2.2.2 Portée de la protection
Le droit d’interdire dont bénéficie le producteur d’une base de données est sujet à
épuisement par première vente d’un support matériel :
Article L 342-4 du C.P.I : « La première vente d'une copie
matérielle d'une base de données dans le territoire d'un Etat
membre de la Communauté européenne ou d'un Etat partie à
l'accord sur l'Espace économique européen, par le titulaire du
droit ou avec son consentement, épuise le droit de contrôler la
revente de cette copie matérielle dans tous les Etats membres.
Toutefois, la transmission en ligne d'une base de données
n'épuise pas le droit du producteur de contrôler la revente dans
tous les Etats membres d'une copie matérielle de cette base ou
d'une partie de celle-ci.»
Il est remarquable que l’épuisement n’intervient qu’en présence d’un support matériel. Par
conséquent, la simple mise en ligne de la base n’épuisera pas les droits des producteurs.

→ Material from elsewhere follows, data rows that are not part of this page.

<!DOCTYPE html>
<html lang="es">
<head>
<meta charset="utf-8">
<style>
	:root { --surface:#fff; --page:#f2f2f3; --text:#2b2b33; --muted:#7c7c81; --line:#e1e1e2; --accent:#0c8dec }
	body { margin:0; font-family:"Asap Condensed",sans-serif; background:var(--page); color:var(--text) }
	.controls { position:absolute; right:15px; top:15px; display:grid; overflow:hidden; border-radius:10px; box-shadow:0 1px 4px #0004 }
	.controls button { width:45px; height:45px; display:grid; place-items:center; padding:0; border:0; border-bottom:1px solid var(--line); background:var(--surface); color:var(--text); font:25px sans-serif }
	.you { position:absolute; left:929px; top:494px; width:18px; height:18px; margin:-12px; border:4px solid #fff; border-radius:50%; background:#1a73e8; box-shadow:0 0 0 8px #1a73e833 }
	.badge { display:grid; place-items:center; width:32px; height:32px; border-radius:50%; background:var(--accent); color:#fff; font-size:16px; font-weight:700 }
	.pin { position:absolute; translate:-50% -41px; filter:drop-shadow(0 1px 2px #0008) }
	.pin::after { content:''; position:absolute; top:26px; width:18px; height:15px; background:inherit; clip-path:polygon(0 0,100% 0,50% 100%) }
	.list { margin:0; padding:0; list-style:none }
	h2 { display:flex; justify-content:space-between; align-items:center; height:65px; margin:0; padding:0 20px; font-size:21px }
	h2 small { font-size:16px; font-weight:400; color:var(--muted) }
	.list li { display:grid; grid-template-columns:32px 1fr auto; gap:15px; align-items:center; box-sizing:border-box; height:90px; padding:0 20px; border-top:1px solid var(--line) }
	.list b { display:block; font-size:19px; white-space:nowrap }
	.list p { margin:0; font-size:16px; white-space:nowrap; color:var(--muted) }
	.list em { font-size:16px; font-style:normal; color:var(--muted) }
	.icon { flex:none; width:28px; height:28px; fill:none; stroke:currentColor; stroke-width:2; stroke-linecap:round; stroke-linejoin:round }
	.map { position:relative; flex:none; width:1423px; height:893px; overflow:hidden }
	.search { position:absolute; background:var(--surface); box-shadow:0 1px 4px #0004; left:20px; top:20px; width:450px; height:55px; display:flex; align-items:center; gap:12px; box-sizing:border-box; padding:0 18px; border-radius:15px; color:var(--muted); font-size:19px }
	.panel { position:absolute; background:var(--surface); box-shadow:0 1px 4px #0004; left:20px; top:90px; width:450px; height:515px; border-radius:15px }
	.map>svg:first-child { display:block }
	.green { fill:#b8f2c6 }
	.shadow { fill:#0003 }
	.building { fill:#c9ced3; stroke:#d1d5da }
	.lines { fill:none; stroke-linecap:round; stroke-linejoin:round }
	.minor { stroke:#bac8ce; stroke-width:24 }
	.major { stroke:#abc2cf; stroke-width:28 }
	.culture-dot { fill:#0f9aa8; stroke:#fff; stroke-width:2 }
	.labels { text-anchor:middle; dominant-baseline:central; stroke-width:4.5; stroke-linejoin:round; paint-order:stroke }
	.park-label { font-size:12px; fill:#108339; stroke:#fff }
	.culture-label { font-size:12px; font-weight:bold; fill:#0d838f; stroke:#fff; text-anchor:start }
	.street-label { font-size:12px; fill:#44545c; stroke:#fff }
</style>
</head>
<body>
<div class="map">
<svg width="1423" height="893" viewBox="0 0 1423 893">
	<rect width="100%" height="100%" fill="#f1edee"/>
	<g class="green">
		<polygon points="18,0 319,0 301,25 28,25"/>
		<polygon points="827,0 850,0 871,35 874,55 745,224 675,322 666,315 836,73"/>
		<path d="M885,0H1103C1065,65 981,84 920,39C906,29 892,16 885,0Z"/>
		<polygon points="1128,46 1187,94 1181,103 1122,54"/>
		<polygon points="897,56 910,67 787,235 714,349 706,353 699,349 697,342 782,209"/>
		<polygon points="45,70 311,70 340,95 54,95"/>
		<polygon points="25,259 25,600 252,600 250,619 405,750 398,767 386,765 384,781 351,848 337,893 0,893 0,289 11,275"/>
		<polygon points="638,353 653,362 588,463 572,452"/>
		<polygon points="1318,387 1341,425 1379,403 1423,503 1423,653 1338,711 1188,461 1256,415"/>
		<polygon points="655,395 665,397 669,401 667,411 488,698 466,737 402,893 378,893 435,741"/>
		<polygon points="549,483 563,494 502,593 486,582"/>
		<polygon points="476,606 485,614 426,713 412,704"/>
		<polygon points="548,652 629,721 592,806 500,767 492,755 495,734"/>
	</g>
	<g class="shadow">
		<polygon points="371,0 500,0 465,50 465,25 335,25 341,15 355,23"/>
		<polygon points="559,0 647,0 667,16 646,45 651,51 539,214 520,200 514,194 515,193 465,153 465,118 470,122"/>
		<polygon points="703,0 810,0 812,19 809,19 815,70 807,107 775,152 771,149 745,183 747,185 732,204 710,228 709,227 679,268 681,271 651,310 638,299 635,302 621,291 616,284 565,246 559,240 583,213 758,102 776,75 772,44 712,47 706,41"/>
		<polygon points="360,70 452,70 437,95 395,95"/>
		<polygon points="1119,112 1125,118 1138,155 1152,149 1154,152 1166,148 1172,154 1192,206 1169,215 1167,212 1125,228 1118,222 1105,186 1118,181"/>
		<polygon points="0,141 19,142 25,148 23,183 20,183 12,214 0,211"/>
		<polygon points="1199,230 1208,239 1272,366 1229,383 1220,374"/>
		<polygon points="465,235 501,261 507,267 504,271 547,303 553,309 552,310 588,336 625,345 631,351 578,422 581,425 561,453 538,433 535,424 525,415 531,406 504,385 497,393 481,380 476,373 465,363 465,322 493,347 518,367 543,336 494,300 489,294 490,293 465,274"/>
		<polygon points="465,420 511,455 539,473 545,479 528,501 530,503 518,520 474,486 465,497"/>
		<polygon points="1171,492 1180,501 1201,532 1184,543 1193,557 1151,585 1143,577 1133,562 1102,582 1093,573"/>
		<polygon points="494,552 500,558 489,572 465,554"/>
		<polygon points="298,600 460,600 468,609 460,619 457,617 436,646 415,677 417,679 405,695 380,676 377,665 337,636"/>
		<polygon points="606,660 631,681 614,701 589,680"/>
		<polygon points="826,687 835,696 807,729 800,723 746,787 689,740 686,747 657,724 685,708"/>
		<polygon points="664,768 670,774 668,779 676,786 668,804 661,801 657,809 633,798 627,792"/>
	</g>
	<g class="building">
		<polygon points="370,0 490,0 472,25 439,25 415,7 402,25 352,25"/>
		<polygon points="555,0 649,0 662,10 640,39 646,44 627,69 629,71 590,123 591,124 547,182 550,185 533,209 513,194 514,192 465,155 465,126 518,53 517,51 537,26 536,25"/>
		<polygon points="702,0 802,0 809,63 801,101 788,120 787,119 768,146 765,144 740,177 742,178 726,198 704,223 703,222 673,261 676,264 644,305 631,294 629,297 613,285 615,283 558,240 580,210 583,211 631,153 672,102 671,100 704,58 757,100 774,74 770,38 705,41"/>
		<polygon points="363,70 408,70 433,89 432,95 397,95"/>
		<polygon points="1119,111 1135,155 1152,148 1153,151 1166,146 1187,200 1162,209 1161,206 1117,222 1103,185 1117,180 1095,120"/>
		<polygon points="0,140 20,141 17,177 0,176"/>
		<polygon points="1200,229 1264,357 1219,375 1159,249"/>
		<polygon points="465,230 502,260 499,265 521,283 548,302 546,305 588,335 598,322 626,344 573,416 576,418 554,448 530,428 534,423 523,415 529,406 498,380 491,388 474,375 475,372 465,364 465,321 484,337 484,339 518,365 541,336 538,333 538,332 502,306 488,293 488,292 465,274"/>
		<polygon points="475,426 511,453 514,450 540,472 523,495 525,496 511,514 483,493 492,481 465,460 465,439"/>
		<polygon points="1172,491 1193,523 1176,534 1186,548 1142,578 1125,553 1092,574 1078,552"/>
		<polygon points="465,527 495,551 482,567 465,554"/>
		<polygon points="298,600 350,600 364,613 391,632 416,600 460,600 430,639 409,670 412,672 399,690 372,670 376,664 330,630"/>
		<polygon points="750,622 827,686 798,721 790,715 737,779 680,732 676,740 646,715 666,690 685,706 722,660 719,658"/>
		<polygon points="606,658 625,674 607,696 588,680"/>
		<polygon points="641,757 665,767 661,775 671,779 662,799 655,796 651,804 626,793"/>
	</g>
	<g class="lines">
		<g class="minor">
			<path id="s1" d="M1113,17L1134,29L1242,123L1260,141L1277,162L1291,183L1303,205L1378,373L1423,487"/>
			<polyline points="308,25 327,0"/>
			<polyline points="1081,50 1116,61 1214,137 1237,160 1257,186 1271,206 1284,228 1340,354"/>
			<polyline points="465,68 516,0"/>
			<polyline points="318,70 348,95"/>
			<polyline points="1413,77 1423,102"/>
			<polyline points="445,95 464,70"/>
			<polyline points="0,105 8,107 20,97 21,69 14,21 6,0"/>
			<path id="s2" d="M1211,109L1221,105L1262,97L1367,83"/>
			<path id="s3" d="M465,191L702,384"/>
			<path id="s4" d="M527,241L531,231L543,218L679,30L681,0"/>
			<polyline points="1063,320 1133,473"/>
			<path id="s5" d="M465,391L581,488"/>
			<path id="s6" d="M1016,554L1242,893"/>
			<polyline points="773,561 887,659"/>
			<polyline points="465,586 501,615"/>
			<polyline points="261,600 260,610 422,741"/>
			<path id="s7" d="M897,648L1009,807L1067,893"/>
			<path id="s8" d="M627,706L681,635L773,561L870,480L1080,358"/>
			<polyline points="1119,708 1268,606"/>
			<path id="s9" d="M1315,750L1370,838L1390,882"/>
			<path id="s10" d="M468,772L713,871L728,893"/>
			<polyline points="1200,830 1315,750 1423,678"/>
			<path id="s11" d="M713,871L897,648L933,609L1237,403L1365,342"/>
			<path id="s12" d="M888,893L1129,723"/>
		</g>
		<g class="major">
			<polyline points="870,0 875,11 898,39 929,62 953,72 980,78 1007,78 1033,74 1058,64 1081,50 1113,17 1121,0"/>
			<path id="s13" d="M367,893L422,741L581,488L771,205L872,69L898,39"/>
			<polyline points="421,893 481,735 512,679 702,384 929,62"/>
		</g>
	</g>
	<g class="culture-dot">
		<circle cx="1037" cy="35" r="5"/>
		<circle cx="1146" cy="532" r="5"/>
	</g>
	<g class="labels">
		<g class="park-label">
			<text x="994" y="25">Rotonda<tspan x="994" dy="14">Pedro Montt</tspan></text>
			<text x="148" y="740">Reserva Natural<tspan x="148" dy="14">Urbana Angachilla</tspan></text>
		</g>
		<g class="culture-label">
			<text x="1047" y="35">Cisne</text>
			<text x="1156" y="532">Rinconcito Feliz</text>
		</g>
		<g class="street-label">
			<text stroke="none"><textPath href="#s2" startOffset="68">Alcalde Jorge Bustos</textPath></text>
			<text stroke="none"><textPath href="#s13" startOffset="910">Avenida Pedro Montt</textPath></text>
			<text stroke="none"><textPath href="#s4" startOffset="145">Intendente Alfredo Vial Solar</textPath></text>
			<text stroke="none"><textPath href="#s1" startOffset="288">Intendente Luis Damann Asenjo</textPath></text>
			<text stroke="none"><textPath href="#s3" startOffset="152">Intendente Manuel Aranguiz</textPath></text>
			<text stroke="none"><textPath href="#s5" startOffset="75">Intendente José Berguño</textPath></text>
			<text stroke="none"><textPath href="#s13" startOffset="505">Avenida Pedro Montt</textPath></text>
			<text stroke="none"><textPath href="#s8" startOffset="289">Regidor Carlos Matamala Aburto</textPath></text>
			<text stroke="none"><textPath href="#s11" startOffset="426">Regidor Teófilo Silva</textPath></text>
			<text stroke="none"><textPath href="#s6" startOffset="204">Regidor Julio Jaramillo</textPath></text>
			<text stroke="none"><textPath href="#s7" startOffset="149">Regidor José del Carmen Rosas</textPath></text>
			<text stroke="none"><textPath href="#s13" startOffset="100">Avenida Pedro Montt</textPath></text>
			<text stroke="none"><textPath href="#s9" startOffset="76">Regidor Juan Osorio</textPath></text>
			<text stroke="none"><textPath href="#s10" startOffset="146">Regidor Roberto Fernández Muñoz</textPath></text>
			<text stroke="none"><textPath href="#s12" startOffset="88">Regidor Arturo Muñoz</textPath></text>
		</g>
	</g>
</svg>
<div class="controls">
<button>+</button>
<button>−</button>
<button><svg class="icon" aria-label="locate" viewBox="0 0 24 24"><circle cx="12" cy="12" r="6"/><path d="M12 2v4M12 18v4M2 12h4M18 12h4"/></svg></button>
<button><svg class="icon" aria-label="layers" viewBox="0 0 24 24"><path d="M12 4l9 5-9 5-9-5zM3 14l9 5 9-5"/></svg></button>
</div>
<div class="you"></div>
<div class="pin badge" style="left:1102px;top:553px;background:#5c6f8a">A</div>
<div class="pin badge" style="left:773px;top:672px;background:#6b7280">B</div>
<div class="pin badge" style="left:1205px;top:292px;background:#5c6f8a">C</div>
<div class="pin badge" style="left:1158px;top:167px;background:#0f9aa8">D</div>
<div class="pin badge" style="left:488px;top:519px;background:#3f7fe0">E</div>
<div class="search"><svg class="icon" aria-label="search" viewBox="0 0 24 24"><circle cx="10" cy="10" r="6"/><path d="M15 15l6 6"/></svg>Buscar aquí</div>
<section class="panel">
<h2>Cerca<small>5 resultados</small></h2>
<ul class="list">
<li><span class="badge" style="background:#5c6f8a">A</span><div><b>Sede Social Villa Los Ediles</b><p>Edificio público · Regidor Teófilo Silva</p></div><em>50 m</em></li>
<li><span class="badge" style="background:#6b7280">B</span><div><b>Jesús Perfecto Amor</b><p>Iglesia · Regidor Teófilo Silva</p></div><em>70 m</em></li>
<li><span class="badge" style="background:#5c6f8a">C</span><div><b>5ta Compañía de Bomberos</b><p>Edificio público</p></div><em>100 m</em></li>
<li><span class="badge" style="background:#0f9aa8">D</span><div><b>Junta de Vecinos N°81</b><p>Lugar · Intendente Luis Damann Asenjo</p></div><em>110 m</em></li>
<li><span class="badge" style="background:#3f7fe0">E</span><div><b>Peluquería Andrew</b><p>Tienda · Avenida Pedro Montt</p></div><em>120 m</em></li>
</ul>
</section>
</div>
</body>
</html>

Les droits des producteurs de bases de données peuvent se trouver en conflit avec le principe
de libre circulation des idées. C’est pourquoi, le droit français a prévu des exceptions à leur pouvoir
d’interdiction, notamment, à l’article L 342-3 du C.P.I :
« Lorsqu'une base de données est mise à la disposition du
public par le titulaire des droits, celui-ci ne peut interdire :
1° L'extraction ou la réutilisation d'une partie non
substantielle, appréciée de façon qualitative ou quantitative, du
contenu de la base, par la personne qui y a licitement accès ;
2° L'extraction à des fins privées d'une partie
qualitativement ou quantitativement substantielle du contenu
d'une base de données non électronique sous réserve du
respect des droits d'auteur ou des droits voisins sur les oeuvres
ou éléments incorporés dans la base.
Toute clause contraire au 1° ci-dessus est nulle.»
30
Pour des illustrations voir : T.Com Nanterre 7ème Ch., 16 mai 2000, rev. Lamy. Dr.Aff 2000, n°29, n°
1843 ; communication commerce électronique 2000, n°9, comm. N°85. Voir également : TGI Paris
3ème ch., 18 juin 1999, JCP éd E 2000, p.841 (précité).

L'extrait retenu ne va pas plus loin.